Alpine Summit

Monday, August 22, 2005

Preston: Islam Incompatible with Democracy

Bryan Preston wrote on Michelle Malkin's site that he doesn't think Islam can resolve itself to democracy because it is a product of Christian thought.

... A real question that has hovered over our entire Iraq enterprise centers on whether Islam, even the non-caliphascist variety, is even compatible with democracy at all. That's not an idle question; republicanism only arose in the West after long exposure to and experimentation with Christian thinking and its emphasis on the value of the individual soul. It took us several centuries to get to the American experiment, centuries which saw the "divine right of kings" and sectarian warfare. Islam it's fair to say lacks the same set of ideals regarding the individual, and doesn't have for its prime example a figure nearly as complex as Christ, who eschewed secular power and never once preached converting anyone to his banner via the sword. Mohammed may or may not have been a prophet, but he was definitely an earthly warlord whose powers of persuasion were enhanced by martial thinking. He would not and did not volunteer to suffer for anyone else's sake, and thus provides no example for loving one's neighbor selflessly. The two examples for religious leadership--Christ and Mohammed--couldn't be more different, therefore it's reasonable to believe that their faiths would take followers down different moral and political paths. But if a majority of Muslims now think democracy is compatible with their faith, and if we have given them the spark they needed to demand the right to try democracy, then we have gone a long way toward winning the war.

I don't think it will take centuries for Islam to resolve itself to democracy. I also think Malkin is comparing apples and oranges, here.

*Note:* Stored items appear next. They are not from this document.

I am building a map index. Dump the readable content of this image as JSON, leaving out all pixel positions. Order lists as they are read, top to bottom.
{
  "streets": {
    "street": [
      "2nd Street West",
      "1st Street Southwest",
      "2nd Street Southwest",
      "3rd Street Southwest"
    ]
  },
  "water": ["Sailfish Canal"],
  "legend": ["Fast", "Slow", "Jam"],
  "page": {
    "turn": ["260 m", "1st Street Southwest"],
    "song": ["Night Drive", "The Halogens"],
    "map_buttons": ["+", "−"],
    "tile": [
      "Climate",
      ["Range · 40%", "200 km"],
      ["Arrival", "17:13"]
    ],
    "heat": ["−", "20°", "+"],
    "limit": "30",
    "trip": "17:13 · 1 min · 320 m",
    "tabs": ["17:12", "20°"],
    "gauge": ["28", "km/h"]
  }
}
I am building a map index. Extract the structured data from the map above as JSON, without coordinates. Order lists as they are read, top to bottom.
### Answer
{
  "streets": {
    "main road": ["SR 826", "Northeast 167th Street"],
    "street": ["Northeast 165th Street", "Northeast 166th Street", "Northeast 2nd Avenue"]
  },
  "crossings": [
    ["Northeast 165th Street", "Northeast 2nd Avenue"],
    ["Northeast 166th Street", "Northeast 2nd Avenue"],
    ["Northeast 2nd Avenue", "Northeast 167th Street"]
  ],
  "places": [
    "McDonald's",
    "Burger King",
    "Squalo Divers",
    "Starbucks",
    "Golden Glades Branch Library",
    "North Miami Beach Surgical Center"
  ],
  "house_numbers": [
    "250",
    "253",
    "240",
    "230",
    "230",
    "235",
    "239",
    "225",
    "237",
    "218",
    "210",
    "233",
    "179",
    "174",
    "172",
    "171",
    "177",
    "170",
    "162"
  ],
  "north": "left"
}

The reason I don't think it will take so long for Islam to come around to democracy, disregarding the view that it's Christian-based, is that they are starting out further down the learning curve thanks to the "American experiment." the U.S. was more or less the first time anyone tried running a country based on the view of the people. That means that we were groping blindly in the dark trying to figure out everything. We've made mistakes along the way (still do) and have become aware of (and solved) many different issues associated with a government run by those it governs. The Muslim countries have the benefit of learning from our mistakes and can start off where we are now after 230 years.

I've never considered the democratic process to be a Christ-inspired ideology- though it may be, it's an interesting concept to consider. I see how those who came up with the democratic process happened to be Christian, but I don't see how it couldn't work for other countries, either. One of the main points of the U.S. is that we aren't a Christian country (officially); we're a secular nation that respects all faiths. I imagine Islam could conflict with THAT, but it's hardly a conflict with a "Christian" ideology and more a conflict with a democratic ideology. Again, Muslim countries can learn from the U.S. by taking a cue from Muslim communities in the U.S. to see how they resolve living in a democratic nation already. America is the perfect model for them to look at and emulate because it incorporates, in some way, most or all the aspects and issues the Muslim countries considering democracy will need to address.